Küresel İnovasyon Endeksi (GII)
İnovasyon bağlamında Türkiye’nin durumunu görebilmek
için bakılabilecek bir diğer temel gösterge Dünya Fikri Mülkiyet Örgütü
tarafından hazırlanan 2023 Küresel İnovasyon Endeksi. Bu yılki endekste 2023
yılında dünyanın en yenilikçi ülkeleri ve küresel inovasyon güç merkezleri
sıralıyor.
Bu endekste inovasyon ölçülürken, aşağıdaki tabloda
görüldüğü gibi, bir ülkenin inovatif (yenilikçi) gücünü değerlendirmek için 7
araç/ sütun ve 80 gösterge kullanılıyor (4):
İnovasyon
Sütunu |
Bazı
Örnek Göstergeler |
Bilgi
ve Teknolojik Çıktılar |
Patent
başvuruları, Yüksek teknoloji üretimi |
İnsan
Sermayesi ve Araştırma |
Milyon
nüfus başına düşen araştırmacı sayısı, Küresel kurumsal Ar-Ge yatırımcıları |
Ticari
Sofistikasyon |
Bilgi
yoğun istihdam, Üniversite-sanayi Ar-Ge işbirliği |
Pazar
Gelişmişliği |
Girişimler
için finansman, Risk sermayesi |
Yaratıcı
Çıktılar |
Marka
başvuruları, Küresel marka değeri |
Altyapı |
Çevresel
performans, Bilgi ve iletişim teknolojilerine erişim |
Kurumlar |
Düzenleyici
kalite, İş yapma politikaları |
Bu yılki endekste yer alan 132 ülke arasında en inovatif 10 ülke şöyle sıralanıyor: İsviçre (1), İsveç (2), ABD (3), Birleşik Krallık (4), Singapur (5), Finlandiya (6), Hollanda (7), Almanya (8), Danimarka (9), Güney Kore (10).

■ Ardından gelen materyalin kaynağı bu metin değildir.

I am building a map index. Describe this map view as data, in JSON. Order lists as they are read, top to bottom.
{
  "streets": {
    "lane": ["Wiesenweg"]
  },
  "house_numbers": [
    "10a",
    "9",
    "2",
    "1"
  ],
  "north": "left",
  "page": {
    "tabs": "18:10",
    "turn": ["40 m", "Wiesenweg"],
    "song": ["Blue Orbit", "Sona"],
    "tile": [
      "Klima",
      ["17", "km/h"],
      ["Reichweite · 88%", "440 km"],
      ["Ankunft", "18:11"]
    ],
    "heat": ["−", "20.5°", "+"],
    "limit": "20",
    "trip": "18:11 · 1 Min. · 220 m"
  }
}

Türkiye ise 100 üzerinden 38,6 puan ile 39’ncu sırada
yer alıyor. İlk sırada yer alan İsveç’in puanı ise 100 üzerinden 67,6. İlk
10’da İsveç, Danimarka ve Finlandiya gibi kamu ekonomisinin daha ağırlıkta
olduğu sosyal demokratik ülkelerin olması inovasyonun piyasa serbestliği ile
sınırlı olmadığını gösteriyor. Kaldı ki ABD’de öncü teknolojilerin ağırlıklı
olarak devlet tarafından fonlandığı biliniyor.
“En
İyi 25 Bilim ve Teknoloji Kümesi”
Türkiye ayrıca “En İyi 25 Bilim ve Teknoloji Kümesi”

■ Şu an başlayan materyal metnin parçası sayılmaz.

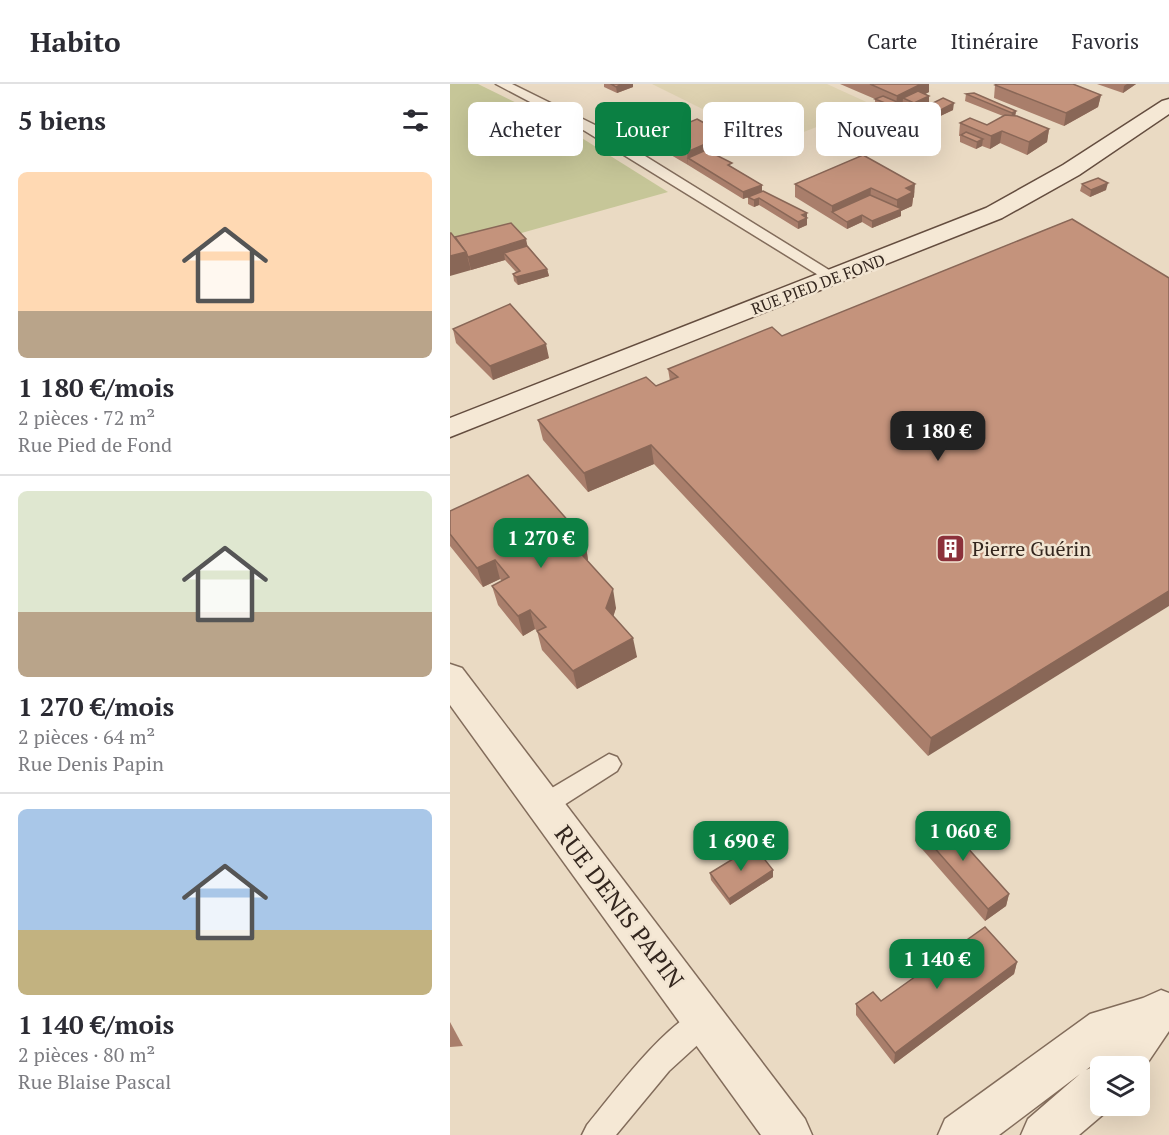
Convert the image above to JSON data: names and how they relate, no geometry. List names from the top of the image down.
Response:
{
  "streets": {
    "main road": ["RUE PIED DE FOND", "RUE DENIS PAPIN"]
  },
  "places": {
    "building": ["Pierre Guérin"]
  },
  "page": {
    "header": "Habito",
    "nav": ["Carte", "Itinéraire", "Favoris"],
    "heading": "5 biens",
    "chip": [
      "Acheter",
      "Louer",
      "Filtres",
      "Nouveau"
    ],
    "list": [
      {
        "name": "1 180 €/mois",
        "note": "2 pièces · 72 m² · Rue Pied de Fond"
      },
      {
        "name": "1 270 €/mois",
        "note": "2 pièces · 64 m² · Rue Denis Papin"
      },
      {
        "name": "1 140 €/mois",
        "note": "2 pièces · 80 m² · Rue Blaise Pascal"
      }
    ],
    "price": [
      "1 180 €",
      "1 270 €",
      "1 060 €",
      "1 690 €",
      "1 140 €"
    ]
  }
}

içinde de yer almıyor. Yani Türkiye’deki her hangi bir üniversite ya da diğer
araştırma kurumu böyle bir küme içinde bulunmuyor.
Oysa dünyanın en yenilikçi ülkelerinin birçoğu, inovasyonu
ve teknolojik ilerlemeyi destekleyen bir dizi faktör nedeniyle teknoloji
firmalarını, araştırmacıları ve bilgi yoğun çalışanları çeken güçlü kümelere
sahip. Çünkü bu teknoloji kümelerinin, ekonominin birden fazla sektörüne ve
daha geniş küresel manzaraya yayılan yenilikler yaratma konusunda güçlü etkileri
mevcut.
Bir başka anlatımla, özellikle batıda üniversiteler ve
araştırma enstitülerinin genelde kentlerin kalbinde yer almasının haklı bir
nedeni var. Çünkü bu kurumlar zengin bir araştırmacı yetenek havuzuna erişim,
diğer bilimsel kurumlara ve sanayiye yakınlık sunarlar. Bunlar bir kent
ekonomisini yönlendirmek için ayrılmaz bileşenlerdir.
Türkiye’nin inovasyon göstergeleri zayıf
Aşağıdaki tabloda ise Türkiye’ye ilişkin inovasyon
göstergelerine yer veriliyor. Buna göre (5).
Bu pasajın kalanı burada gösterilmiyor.